第7章 殺しの任務
俯く私に男は椅子に座らせ、自分は飲み物を入れに私に背を向けた。………結構上にあがったな。私は窓の外を見つめた。どこに行くのかと思いきや、エレベーターに乗り、最上階のボタンを押す男。その間も私の手を離さず、ずっと何かを話し続けている。私はそれに反応を示さず、ずっと俯く演技をする。その方が比護欲をくすぐるでしょう?
「はい。ジュースでいいかい?」
ちらりと開いた冷蔵庫を覗いたが、中身は子供の好きそうなお菓子や飲み物ばかり。私はこの男の性癖に寒気がしたが、頷いた。
「可哀想にね」
男は私の頭を撫で、そして微笑んだ。
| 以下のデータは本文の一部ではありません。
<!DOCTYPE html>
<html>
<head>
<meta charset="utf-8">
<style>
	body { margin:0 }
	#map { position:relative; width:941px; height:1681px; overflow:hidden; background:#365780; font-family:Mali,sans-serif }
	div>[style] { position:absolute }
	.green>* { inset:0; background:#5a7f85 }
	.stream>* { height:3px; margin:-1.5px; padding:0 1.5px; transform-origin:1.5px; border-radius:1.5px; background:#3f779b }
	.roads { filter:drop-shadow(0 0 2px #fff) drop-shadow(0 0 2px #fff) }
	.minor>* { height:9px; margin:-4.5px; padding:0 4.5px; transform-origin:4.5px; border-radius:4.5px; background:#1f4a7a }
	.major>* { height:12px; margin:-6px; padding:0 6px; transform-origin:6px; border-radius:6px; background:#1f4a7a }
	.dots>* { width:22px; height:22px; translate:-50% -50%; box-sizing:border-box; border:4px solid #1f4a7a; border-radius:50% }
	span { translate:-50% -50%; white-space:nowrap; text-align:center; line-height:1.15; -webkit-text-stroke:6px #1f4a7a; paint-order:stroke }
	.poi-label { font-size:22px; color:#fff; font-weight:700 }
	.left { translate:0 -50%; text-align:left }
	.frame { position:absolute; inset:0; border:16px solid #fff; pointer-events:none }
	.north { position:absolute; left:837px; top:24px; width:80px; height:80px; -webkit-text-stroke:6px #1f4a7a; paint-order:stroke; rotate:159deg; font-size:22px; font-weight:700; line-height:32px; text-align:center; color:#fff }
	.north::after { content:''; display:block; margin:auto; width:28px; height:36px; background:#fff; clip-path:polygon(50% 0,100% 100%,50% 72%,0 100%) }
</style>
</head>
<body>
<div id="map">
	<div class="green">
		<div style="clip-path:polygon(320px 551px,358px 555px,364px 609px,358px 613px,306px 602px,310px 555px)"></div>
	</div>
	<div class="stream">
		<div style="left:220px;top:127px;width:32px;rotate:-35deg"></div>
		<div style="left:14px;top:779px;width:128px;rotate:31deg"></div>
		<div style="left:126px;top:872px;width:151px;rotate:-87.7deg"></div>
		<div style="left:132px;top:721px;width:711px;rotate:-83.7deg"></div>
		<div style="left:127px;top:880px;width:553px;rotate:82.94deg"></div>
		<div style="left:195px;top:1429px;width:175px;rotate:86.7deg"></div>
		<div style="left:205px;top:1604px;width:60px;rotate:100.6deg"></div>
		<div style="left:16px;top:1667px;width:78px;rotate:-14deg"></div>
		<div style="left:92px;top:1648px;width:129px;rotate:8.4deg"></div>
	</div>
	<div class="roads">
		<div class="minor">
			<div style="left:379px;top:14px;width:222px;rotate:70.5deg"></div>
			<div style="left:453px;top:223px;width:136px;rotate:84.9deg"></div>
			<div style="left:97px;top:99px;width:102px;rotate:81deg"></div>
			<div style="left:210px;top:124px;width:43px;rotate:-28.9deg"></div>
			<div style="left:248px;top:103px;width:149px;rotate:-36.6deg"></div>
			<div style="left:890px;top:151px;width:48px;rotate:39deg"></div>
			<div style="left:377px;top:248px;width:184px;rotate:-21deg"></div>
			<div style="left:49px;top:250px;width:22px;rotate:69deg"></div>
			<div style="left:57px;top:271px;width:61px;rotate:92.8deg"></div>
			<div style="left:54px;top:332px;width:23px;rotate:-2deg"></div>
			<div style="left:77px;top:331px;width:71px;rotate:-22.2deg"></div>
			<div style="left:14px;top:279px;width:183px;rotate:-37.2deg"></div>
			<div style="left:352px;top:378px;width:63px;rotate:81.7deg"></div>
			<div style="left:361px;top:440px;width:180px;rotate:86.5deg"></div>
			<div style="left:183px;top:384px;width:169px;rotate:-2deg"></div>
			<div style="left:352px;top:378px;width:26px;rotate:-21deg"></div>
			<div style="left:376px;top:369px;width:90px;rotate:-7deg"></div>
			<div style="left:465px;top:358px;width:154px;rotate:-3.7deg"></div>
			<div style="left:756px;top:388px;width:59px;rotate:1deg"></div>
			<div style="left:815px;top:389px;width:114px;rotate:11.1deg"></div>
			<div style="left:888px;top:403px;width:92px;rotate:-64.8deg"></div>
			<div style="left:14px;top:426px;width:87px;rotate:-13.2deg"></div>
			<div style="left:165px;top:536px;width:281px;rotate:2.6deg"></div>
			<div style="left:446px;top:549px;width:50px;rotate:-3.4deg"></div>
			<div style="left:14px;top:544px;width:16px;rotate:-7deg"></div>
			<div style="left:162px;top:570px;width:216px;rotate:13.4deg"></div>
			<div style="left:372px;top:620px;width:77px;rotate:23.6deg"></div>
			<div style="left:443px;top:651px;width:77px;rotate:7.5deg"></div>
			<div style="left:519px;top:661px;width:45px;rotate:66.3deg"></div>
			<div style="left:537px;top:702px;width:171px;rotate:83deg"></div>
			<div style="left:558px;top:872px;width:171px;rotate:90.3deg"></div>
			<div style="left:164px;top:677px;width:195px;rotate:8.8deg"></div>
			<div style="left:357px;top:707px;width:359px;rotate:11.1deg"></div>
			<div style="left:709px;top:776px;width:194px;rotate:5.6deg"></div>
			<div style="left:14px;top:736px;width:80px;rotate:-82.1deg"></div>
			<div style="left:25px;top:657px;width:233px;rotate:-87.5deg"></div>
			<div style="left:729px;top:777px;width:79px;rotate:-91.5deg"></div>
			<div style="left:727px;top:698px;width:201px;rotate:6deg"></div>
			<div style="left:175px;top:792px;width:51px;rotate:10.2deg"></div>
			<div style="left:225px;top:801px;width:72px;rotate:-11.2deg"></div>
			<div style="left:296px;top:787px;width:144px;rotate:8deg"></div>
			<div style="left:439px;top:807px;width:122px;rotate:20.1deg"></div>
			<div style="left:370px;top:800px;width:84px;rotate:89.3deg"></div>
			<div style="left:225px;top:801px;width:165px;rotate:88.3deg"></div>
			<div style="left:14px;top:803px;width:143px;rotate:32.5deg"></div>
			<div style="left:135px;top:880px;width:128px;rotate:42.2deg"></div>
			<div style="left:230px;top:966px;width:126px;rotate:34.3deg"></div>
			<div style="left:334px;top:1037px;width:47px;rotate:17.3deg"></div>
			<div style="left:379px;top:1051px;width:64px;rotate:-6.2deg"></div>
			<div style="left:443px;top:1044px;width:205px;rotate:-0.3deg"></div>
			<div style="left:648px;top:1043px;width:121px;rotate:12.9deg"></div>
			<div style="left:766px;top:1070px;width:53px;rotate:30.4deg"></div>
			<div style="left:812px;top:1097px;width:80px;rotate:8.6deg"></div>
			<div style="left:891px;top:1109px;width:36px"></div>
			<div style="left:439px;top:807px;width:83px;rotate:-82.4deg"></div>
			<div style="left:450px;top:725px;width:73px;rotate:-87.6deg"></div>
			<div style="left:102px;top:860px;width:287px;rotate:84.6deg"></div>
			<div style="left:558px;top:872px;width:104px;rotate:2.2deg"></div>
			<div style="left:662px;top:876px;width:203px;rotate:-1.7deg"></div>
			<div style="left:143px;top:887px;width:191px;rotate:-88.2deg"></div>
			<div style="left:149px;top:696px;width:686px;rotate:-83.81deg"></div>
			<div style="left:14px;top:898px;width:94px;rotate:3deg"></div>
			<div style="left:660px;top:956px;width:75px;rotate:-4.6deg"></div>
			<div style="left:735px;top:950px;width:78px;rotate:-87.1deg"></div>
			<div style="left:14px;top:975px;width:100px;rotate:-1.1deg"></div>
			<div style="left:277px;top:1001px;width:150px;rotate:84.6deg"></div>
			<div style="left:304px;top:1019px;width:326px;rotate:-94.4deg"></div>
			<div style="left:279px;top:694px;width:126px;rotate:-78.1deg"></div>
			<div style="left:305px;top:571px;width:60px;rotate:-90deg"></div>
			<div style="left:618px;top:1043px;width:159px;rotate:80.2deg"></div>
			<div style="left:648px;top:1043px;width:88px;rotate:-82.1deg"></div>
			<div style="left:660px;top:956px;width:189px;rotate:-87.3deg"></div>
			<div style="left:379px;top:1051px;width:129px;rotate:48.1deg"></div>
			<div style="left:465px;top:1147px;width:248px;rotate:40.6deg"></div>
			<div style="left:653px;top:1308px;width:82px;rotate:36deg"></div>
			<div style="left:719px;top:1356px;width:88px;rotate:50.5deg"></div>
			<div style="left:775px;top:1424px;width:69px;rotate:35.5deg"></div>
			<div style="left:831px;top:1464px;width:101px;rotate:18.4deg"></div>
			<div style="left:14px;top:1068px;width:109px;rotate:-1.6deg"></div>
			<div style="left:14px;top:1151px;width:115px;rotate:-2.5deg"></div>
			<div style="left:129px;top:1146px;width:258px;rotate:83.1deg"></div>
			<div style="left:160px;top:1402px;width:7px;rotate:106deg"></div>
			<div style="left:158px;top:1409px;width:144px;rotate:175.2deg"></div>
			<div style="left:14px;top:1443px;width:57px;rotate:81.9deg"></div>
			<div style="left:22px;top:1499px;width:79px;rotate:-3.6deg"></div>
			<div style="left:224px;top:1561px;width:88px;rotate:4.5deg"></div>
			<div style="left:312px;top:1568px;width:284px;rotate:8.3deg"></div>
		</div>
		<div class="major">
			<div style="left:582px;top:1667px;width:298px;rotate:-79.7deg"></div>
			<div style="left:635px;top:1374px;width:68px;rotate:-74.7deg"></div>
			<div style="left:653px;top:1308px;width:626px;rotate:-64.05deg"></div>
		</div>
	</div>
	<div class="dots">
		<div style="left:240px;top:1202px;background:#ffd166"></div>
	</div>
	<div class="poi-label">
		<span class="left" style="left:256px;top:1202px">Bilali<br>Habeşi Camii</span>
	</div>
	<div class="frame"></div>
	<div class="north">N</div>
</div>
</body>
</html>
僕が守ってあげるともう何回目になるか分からないセリフを吐く。
「なにか食べたい物はあるかい?」
「………チョコレート食べたい」
チラッと男の顔を見て言うと、男は立ち上がり、冷蔵庫の方へと向かった。その隙に、私は彼の飲み物に薬を入れた。戻ってきた男に何食わぬ顔をし、チョコレートを受け取った。
「ところで、名前を聞いてなかったよね?」
彼がその飲み物を飲んだことを確認し、私は彼の顔を見た。彼はニコッと微笑んだ。
「…………………」
私は黙って首を振った。名前を言うのは、何故かはばかれた。男の目がギラりと光った。
「あの女に名前を教えるなと言われたのかい? 全く、本当にやってくれたもんだ。だから女は信用ならないんだ」
ブツブツと頭を抱える男。私は思わず椅子から立ち上がった。
「運命だと思った。君が僕の手から離れてしまって、数年……やっと見つけた」
私を見る顔に狂気じみたものを感じた。男はカップの中身を全て飲み立ち上がった。男が顔に手を当てる。
「あの紛争地域で生きてるとは思わなかったが………これでやっと君は僕のものだ」
私はその顔を見てドアに向かって走り出した。男の足元に落ちたのは、男の顔を型どったもの。その顔に扮していたその男の本当の顔は、私のターゲットだった。